New electoral map in Tories favour

An exercise to redraw the United Kingdom’s electoral map started on 24 February with publication of the number of people registered as electors on 1 December 2015. These figures determine the number of parliamentary constituencies allocated to each of the four countries and across England’s nine regions for the next general election (due in 2020), plus the size and nature of each constituency.

These allocations, and the subsequent redrawing of the map of individual constituencies, will use rules designed to ensure equality of representation across constituencies. They were introduced by the 2011 Parliamentary Voting System and Constituencies Act, which also fixed the number of constituencies at 600 (replacing the current 650). The Boundary Commissions’ initial implementation of those rules would have produced a new set of constituencies by October 2013, to be used for the 2015 general election. That exercise was halted by parliament in January 2013, however; it is now being restarted with no change to the rules.

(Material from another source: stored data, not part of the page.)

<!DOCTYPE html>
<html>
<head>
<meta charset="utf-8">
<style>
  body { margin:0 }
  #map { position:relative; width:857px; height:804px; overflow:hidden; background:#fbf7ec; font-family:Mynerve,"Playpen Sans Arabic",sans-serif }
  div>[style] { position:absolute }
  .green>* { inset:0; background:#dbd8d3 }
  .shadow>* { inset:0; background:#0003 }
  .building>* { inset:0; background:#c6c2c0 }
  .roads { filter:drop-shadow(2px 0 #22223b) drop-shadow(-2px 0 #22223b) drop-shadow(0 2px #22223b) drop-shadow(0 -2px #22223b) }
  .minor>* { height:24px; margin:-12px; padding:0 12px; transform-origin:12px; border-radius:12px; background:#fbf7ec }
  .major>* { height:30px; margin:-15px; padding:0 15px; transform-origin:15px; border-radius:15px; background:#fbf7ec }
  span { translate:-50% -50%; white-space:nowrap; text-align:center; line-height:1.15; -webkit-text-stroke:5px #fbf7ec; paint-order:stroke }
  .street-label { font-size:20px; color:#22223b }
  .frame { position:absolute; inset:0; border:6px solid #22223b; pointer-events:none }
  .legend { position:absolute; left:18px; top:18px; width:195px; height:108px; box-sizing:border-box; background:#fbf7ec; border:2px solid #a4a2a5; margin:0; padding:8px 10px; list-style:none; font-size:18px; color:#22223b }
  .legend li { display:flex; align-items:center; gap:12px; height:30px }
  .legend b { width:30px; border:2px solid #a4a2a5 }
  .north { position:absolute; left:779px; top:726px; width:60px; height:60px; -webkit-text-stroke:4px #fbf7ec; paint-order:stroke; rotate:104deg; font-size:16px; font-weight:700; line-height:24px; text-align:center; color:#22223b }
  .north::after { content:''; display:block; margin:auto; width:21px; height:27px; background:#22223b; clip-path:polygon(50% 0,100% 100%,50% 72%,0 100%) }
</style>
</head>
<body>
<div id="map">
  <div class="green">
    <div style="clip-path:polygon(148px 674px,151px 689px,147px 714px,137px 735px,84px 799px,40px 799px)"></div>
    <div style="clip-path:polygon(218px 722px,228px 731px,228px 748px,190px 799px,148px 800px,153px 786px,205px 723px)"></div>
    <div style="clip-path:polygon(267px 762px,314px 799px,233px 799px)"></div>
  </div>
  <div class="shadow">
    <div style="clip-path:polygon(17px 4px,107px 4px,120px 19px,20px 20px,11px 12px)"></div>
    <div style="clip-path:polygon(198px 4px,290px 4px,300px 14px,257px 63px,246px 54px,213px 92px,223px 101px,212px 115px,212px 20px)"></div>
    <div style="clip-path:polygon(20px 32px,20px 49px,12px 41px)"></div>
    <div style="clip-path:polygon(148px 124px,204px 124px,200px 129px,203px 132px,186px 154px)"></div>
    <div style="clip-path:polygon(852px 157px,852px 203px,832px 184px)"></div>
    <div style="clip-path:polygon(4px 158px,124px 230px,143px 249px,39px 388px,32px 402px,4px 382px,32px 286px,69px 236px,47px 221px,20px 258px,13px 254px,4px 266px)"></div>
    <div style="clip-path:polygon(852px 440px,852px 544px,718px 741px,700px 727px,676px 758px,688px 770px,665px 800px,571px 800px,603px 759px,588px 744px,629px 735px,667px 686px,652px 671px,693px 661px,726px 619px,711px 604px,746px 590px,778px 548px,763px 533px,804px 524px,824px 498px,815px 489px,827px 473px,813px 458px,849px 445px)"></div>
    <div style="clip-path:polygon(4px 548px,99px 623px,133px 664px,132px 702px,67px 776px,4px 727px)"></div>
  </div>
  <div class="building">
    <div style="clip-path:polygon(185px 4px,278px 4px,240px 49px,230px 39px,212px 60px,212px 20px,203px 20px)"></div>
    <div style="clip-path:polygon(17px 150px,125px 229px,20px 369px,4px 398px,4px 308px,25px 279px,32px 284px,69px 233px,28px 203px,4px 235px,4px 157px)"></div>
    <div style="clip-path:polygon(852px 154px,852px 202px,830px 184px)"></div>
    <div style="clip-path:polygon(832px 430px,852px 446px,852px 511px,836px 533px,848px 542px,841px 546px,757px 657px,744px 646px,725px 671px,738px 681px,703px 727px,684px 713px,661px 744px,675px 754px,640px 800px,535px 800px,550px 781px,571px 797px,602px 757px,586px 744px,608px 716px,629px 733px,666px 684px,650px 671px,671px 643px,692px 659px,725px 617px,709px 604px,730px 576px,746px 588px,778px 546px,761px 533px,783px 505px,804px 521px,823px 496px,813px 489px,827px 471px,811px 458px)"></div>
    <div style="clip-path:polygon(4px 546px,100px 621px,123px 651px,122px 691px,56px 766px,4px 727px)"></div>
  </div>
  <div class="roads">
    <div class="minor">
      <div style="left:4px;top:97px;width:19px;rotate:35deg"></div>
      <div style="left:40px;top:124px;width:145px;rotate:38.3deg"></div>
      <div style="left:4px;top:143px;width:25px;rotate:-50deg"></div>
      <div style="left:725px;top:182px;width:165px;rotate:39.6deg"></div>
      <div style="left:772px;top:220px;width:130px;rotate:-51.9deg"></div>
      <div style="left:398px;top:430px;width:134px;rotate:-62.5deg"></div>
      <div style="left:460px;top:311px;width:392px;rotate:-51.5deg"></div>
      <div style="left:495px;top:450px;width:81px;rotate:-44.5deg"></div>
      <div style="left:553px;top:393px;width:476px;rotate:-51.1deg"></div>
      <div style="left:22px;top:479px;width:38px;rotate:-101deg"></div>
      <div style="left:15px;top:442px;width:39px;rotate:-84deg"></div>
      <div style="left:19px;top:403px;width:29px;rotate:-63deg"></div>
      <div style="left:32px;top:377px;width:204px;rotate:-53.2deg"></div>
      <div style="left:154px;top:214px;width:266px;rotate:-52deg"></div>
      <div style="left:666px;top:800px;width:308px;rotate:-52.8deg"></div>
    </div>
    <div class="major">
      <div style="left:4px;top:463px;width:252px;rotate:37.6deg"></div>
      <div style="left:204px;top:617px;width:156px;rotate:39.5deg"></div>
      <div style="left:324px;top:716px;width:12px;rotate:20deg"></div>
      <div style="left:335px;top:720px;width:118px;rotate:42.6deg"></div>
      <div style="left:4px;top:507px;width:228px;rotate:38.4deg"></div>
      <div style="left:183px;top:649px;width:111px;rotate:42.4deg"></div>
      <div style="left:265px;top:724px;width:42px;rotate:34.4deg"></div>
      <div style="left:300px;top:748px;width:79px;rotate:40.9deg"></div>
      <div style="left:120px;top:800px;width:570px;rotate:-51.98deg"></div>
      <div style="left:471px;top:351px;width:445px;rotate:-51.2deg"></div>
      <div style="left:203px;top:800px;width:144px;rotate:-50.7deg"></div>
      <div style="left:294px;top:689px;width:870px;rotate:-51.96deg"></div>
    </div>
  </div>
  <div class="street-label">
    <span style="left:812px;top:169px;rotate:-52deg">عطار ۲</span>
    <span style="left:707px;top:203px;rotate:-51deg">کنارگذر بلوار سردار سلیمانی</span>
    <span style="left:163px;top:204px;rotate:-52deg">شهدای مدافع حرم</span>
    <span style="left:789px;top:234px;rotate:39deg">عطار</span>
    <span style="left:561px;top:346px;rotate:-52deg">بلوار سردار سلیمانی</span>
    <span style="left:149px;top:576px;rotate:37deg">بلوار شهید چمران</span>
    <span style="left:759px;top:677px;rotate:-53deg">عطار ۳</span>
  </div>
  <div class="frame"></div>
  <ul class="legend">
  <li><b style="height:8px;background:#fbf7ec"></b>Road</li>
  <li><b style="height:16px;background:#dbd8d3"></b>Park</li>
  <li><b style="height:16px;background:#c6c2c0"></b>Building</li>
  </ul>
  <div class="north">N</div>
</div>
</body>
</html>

The registered parliamentary electorate on 1 December 2015 was 44,722,004 – a decline of some 603,074 over the figure for the same date in 2014. Although some two million people who had not been registered by 1 December 2014 had done so in the run-up to the 2015 general election, many had clearly not re-registered when the annual canvass was held some five months later. In addition, the government’s decision to bring forward the switch to individual electoral registration at the end of 2015, rather than waiting for another year for registration officers to ensure that the roll was as complete and accurate as possible, meant that perhaps as many as 600,000 people who would otherwise have been retained on the register were removed.

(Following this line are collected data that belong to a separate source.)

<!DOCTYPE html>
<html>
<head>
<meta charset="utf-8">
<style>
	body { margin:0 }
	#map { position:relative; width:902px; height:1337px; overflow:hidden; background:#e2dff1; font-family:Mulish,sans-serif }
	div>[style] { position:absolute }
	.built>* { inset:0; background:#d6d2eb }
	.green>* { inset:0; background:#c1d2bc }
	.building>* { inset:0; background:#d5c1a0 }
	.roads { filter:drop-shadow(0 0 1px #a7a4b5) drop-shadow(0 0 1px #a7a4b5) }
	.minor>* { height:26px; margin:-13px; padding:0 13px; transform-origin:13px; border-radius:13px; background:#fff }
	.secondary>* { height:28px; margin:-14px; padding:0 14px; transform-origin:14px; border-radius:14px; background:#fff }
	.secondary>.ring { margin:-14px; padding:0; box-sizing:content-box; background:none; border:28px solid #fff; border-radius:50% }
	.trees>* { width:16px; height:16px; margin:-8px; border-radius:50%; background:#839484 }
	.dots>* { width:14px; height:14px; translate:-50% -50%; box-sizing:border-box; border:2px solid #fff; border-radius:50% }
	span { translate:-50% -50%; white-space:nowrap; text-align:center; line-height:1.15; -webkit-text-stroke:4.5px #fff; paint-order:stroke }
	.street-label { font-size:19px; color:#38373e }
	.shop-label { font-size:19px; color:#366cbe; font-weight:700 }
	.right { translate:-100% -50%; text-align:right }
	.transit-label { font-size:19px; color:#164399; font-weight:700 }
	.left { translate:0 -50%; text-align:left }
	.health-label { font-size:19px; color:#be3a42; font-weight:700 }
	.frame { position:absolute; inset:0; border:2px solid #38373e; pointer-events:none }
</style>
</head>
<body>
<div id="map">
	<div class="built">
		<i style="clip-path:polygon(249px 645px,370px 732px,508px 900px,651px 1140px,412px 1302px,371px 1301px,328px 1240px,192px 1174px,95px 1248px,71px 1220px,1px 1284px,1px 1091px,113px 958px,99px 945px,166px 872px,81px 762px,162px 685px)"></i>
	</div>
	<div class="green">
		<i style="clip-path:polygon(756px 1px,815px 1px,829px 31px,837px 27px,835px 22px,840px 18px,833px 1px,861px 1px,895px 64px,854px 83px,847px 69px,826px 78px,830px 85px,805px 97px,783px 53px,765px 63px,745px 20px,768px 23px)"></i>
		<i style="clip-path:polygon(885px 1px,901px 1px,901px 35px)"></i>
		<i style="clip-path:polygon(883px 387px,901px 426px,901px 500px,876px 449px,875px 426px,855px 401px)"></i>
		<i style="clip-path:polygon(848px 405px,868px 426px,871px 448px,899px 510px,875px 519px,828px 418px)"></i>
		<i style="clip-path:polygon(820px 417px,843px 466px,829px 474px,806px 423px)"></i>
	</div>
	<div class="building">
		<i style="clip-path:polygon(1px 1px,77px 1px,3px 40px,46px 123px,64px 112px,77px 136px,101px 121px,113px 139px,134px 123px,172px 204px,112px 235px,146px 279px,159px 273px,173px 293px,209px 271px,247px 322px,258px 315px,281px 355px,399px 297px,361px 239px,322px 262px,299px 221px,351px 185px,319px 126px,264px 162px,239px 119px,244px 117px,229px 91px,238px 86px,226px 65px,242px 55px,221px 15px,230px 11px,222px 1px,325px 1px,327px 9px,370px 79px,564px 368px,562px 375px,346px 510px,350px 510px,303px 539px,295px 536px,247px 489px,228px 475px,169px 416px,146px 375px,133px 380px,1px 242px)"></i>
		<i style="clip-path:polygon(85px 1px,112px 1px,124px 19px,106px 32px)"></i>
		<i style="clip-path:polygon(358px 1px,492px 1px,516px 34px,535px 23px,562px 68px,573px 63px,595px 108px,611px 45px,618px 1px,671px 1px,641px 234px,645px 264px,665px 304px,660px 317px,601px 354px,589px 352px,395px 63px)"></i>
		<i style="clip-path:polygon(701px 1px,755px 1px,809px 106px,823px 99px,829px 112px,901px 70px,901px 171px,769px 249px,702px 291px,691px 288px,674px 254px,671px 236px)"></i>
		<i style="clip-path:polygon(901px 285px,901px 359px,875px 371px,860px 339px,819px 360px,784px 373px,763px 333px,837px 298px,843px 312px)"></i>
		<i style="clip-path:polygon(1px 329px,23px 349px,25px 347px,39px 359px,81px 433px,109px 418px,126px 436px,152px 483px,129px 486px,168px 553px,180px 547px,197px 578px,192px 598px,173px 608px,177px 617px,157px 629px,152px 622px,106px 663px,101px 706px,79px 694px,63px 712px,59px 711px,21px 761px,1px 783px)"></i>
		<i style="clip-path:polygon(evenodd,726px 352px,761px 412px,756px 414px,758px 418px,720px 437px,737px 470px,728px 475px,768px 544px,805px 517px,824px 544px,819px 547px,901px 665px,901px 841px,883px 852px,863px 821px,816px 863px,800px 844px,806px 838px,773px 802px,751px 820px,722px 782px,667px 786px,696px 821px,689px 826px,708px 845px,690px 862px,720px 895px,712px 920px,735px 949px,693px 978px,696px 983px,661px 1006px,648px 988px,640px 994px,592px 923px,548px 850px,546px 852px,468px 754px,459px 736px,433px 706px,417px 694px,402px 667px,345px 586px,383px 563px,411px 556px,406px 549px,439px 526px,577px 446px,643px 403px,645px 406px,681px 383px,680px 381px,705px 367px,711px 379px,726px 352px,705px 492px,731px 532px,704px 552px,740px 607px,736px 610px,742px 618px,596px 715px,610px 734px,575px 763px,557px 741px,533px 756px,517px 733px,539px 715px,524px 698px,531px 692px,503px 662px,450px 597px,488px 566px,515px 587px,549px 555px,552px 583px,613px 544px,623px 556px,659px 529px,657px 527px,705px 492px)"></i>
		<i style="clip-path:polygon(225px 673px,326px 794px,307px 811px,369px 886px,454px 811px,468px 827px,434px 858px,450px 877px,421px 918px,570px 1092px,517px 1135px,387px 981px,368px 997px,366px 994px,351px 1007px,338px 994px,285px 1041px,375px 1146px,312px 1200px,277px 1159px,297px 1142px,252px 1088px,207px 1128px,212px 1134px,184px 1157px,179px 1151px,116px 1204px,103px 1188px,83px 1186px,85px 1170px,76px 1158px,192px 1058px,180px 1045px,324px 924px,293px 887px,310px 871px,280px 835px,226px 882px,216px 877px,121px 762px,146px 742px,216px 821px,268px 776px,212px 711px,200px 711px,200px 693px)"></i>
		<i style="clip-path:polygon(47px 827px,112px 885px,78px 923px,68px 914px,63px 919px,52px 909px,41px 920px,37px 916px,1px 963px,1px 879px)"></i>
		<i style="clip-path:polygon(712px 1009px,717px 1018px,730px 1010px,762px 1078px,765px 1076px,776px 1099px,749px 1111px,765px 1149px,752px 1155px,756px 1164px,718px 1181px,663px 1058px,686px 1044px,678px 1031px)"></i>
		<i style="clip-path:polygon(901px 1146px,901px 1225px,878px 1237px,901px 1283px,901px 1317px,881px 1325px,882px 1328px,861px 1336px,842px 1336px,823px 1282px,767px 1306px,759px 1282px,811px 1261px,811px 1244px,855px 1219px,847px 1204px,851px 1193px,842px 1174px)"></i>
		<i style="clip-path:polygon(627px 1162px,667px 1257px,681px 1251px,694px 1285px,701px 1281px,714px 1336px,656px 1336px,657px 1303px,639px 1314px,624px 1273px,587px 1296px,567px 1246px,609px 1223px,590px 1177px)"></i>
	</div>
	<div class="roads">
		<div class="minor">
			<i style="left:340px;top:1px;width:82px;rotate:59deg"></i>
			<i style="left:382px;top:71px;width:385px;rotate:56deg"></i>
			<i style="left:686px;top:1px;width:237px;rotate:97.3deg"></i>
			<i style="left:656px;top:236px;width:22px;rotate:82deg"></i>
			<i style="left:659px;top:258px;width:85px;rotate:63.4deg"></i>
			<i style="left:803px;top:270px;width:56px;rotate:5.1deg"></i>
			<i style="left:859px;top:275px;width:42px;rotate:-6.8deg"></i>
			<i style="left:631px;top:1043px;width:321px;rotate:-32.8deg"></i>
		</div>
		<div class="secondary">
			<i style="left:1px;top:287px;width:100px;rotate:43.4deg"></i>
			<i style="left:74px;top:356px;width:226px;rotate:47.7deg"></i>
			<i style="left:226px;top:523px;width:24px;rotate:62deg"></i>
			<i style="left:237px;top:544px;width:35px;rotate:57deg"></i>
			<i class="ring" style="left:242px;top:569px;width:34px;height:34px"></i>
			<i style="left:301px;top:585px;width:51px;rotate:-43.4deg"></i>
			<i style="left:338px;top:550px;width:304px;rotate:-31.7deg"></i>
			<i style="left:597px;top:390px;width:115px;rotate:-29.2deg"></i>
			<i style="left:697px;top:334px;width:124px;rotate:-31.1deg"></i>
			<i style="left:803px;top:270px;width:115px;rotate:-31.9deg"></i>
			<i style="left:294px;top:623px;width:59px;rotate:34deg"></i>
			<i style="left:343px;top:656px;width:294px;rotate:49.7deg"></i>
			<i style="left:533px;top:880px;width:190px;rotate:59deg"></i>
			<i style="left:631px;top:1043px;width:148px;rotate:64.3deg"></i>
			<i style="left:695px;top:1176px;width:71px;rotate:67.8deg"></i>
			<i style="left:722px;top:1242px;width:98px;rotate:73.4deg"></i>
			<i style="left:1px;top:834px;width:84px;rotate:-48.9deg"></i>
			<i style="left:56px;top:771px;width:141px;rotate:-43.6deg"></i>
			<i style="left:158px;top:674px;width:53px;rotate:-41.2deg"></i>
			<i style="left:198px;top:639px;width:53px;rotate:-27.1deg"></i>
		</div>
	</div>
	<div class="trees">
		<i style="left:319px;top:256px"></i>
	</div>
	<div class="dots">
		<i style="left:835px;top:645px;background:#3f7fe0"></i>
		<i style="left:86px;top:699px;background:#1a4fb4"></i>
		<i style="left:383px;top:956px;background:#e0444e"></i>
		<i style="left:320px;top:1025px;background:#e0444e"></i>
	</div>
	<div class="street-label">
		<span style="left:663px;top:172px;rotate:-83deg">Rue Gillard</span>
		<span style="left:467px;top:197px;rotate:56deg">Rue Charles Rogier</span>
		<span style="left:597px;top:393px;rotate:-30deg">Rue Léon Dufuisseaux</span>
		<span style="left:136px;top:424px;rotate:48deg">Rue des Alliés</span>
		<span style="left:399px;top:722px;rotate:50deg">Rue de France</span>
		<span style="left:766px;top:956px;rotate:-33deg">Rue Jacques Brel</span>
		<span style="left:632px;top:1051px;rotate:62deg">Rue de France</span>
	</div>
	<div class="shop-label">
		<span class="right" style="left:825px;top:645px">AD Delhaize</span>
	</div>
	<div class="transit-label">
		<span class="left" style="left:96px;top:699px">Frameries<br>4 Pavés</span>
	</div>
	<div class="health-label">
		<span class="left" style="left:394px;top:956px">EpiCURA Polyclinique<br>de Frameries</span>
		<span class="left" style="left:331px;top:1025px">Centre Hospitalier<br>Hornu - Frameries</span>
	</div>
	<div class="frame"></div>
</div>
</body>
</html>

Research by the Electoral Commission and others suggests that many of those so excluded (plus many of those who registered for the 2015 election but did not then re-register later) are concentrated among the young (especially students), ethnic minorities, and flat-dwellers (mainly renters), who are concentrated in many of the country’s inner city areas. Their absence from the 1 December 2015 electoral roll will have had a significant – if difficult to establish with hard numbers – impact on the geography of constituency allocation. Basically, however, the cities – especially London – will probably get several fewer seats than otherwise might have been the case; many of the current constituencies with large student populations have experienced substantial declines.